Yerde ne kadar yattığını bilmiyordu. Sadece hiçbir ses duymadığını fark etti. Mermiler hala sağından solundan geçiyor kimisi ise vücuduna saplanıyordu. Sol gözü kan ile kaplanmış ve kurumuş olan kan sol gözünü açmasına izin vermiyordu. Güç bela sürüne sürüne ağacın arkasına doğru ilerlediğinde rahat bir nefes alabilmişti, gözünü kapayıp derin bir nefes alıp tekrar açtığında gördüğü manzara onu şok etmişti. Arnavut kaldırımlı sokakta idi üstüne kan, yara hiçbir şey yoktu. Kulakları duyuyordu. Yoldan geçen birini çevirip başına gelenleri anlatmaya çalışıyor fakat insanlar ona sadece içki uzatıyor ve gülümsüyordu. Tüm bu olanların şokunu atlattıktan sonra bu sefer sokağın sol kanadına doğru yöneldi. Girdiği sokak son derece özenle düşünülmüş bir çarşıya benziyordu. Ne isterse bulabileceği bu çarşıya girip güvende olabileceğini hissederek adım attı. Adımı atar atmaz yüzleri olmayan bir adam ve bir kadın kucağına bir sürü form ve bir kalem bıraktı. O formları incelemeye dalmışken birden etrafında ki binalar yıkılmaya başladı, binalar yıkıldıkça üstüne durduğu yolda parçalanıp aşağı düşüyordu. Bütün binalar yıkıldığında incecik kalmış bir betona tutunmaya çalışıyordu. Aşağıya bakıyor ve karanlıktan başka bir şey görmüyordu. Artık betona tutunacak gücü kalmamıştı kendini yukarıya çekemiyordu. Her şeyin bittiğini düşündü. Gözlerini kapayıp ellerini bıraktı, şiddetli bir şekilde aşağı düşüyordu ki, onu oraya getiren adam aynı araba ile karşısına çıkıp onu içeri çekti. İçeri girer girmez araba o kadar hızlandı ki sanki büyük bir ışık patlamasına doğru ilerliyordu.
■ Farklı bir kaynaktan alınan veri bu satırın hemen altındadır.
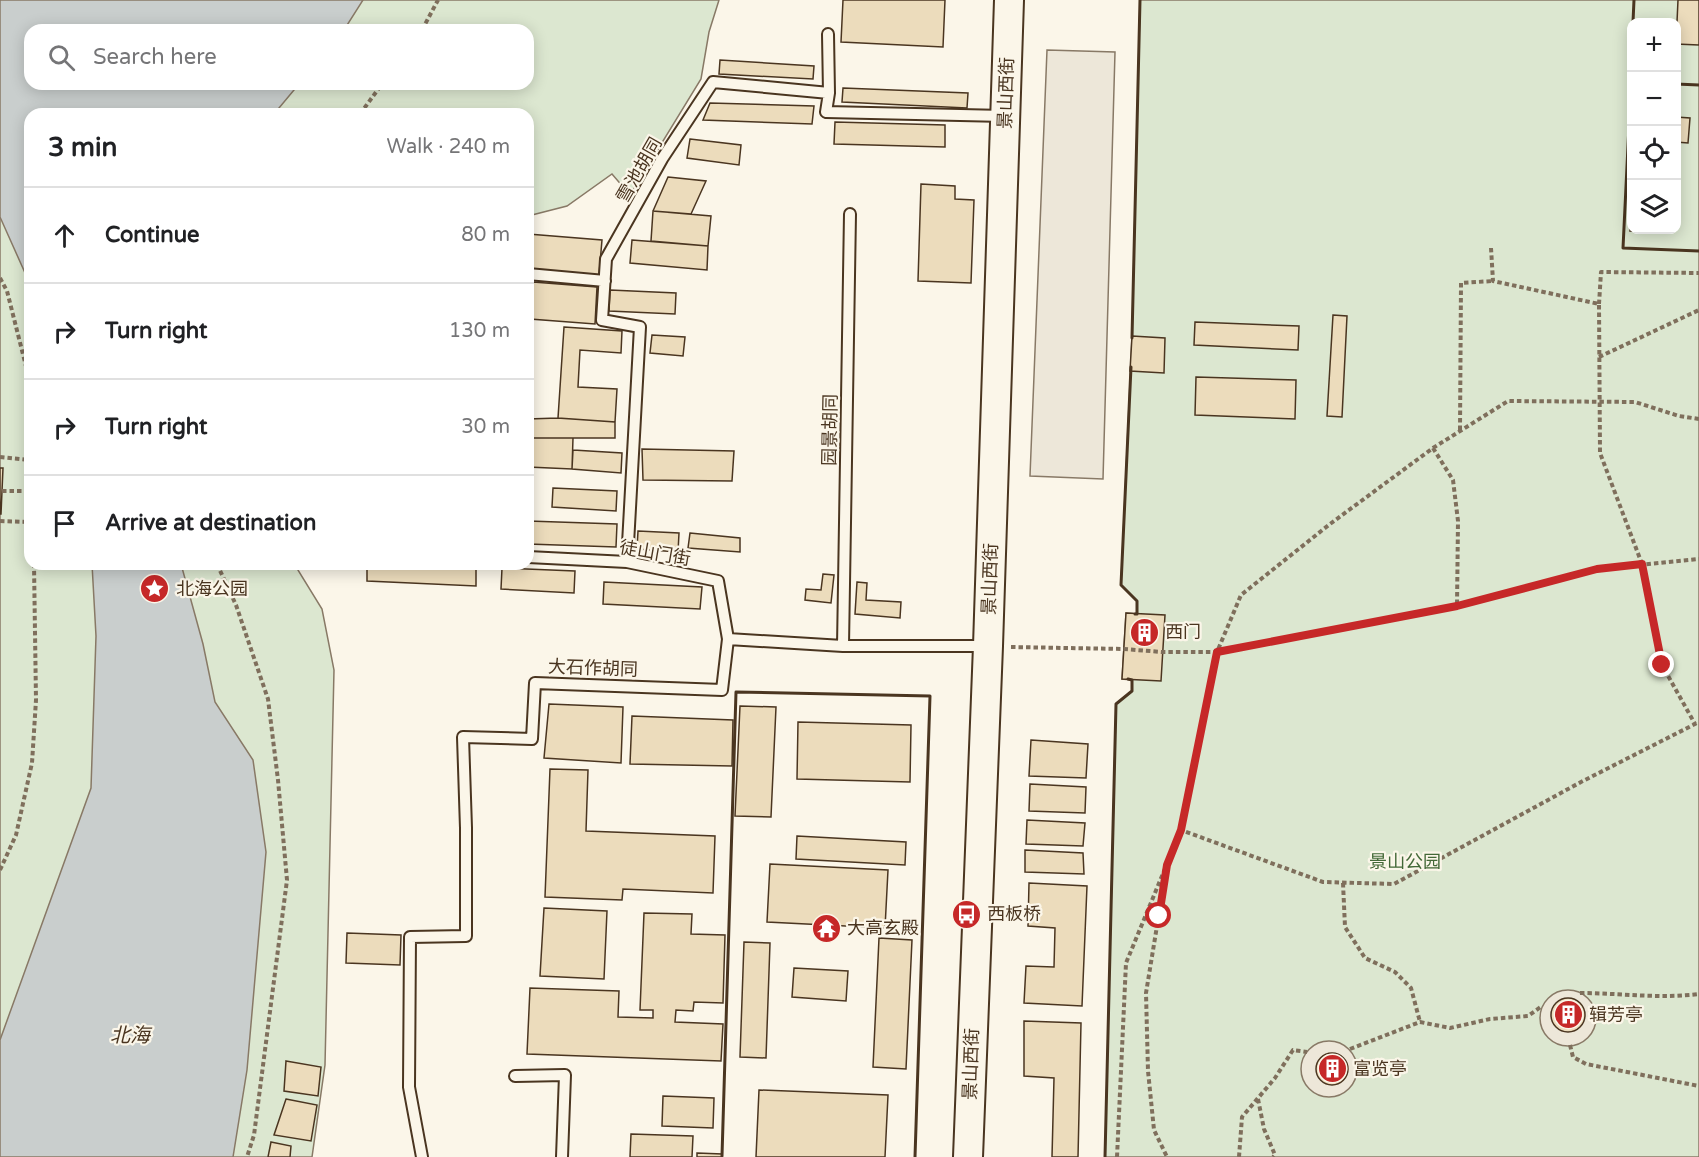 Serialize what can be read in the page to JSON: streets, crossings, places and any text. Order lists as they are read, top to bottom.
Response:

Oturduğu sandalyeden düştüğünü fark etti. Parmakları az önce tutunmaya çalıştığı ince betonun kesikleri ile doluydu. Burnundan sızan kan çoktan kurumuştu. O esnada kapı açıldı ve ev arkadaşı içeri girdi. Onu görünce panikle yanına koştu.
-İyi misin? Ne oldu sana, ambulansı arayayım mı?
- Sakin ol bir şey yok
-Ama..
-Yok bir şey ufak bir hesaplaşma bitti gitti. Rakı var mı?
Ev arkadaşı önce soruya şaşırdı, sonra saate baktı ve gülümsedi
-Dolapta olacaktı.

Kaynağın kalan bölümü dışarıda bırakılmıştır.